=== What to work on ===
Begin with the first line of the entries below. Copy each line exactly, stopping after the one that contains "Serialize what can be read in the".

Dataset entries:
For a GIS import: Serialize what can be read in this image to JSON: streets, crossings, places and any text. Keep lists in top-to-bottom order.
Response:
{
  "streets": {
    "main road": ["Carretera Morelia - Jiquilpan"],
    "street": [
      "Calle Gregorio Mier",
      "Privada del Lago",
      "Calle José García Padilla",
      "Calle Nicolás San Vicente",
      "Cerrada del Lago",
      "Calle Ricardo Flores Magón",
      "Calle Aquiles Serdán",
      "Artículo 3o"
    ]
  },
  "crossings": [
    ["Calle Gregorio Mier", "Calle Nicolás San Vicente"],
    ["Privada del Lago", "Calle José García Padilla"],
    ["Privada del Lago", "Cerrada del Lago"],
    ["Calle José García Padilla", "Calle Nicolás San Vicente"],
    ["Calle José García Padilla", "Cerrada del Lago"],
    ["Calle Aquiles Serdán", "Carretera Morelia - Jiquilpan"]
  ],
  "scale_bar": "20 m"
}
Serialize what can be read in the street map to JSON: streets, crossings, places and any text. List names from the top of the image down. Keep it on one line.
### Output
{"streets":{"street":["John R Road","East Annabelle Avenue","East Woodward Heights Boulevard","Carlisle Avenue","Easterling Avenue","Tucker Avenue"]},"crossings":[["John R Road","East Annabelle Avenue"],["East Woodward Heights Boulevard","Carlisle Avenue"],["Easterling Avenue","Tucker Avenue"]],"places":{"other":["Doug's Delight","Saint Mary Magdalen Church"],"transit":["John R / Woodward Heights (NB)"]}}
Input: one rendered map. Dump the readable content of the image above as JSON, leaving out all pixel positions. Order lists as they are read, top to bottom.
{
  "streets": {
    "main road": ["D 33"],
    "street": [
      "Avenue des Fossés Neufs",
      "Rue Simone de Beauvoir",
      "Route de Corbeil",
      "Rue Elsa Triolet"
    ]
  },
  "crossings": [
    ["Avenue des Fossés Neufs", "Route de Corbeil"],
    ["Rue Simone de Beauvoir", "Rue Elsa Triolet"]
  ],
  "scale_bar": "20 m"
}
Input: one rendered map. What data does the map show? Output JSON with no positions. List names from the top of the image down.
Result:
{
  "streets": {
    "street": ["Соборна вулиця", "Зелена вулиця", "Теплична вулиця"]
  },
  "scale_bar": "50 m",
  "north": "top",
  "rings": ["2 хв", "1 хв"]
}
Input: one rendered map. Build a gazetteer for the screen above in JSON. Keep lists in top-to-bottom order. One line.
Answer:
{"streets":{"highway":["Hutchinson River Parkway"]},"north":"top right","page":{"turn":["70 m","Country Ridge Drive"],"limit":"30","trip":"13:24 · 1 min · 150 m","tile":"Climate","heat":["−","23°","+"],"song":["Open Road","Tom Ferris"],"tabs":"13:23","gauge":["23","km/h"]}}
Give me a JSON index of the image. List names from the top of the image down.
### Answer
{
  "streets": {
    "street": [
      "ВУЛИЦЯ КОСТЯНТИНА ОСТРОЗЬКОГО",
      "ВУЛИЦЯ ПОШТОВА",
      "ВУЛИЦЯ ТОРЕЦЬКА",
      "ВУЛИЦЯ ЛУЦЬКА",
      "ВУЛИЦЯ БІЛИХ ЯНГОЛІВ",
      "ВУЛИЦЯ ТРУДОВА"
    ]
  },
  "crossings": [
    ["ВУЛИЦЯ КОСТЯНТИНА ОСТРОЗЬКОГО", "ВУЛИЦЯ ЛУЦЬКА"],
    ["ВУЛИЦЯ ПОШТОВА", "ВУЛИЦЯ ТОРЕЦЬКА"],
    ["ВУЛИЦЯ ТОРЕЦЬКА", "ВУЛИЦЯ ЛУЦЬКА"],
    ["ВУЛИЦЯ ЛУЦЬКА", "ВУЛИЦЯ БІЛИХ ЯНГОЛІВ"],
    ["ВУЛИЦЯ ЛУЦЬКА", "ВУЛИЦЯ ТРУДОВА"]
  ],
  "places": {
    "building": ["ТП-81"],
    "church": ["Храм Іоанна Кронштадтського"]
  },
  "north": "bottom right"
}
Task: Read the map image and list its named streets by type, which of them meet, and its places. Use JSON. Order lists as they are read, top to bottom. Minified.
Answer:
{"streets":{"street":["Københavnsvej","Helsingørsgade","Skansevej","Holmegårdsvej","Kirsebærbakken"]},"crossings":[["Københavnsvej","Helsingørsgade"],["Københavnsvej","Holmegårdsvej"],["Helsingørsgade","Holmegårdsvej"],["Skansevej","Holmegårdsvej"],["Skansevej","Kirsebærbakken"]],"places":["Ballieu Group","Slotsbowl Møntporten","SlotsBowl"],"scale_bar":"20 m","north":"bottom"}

=== Reply to the task ===
For a GIS import: Serialize what can be read in this image to JSON: streets, crossings, places and any text. Keep lists in top-to-bottom order.
Response:
{
  "streets": {
    "main road": ["Carretera Morelia - Jiquilpan"],
    "street": [
      "Calle Gregorio Mier",
      "Privada del Lago",
      "Calle José García Padilla",
      "Calle Nicolás San Vicente",
      "Cerrada del Lago",
      "Calle Ricardo Flores Magón",
      "Calle Aquiles Serdán",
      "Artículo 3o"
    ]
  },
  "crossings": [
    ["Calle Gregorio Mier", "Calle Nicolás San Vicente"],
    ["Privada del Lago", "Calle José García Padilla"],
    ["Privada del Lago", "Cerrada del Lago"],
    ["Calle José García Padilla", "Calle Nicolás San Vicente"],
    ["Calle José García Padilla", "Cerrada del Lago"],
    ["Calle Aquiles Serdán", "Carretera Morelia - Jiquilpan"]
  ],
  "scale_bar": "20 m"
}
Serialize what can be read in the street map to JSON: streets, crossings, places and any text. List names from the top of the image down. Keep it on one line.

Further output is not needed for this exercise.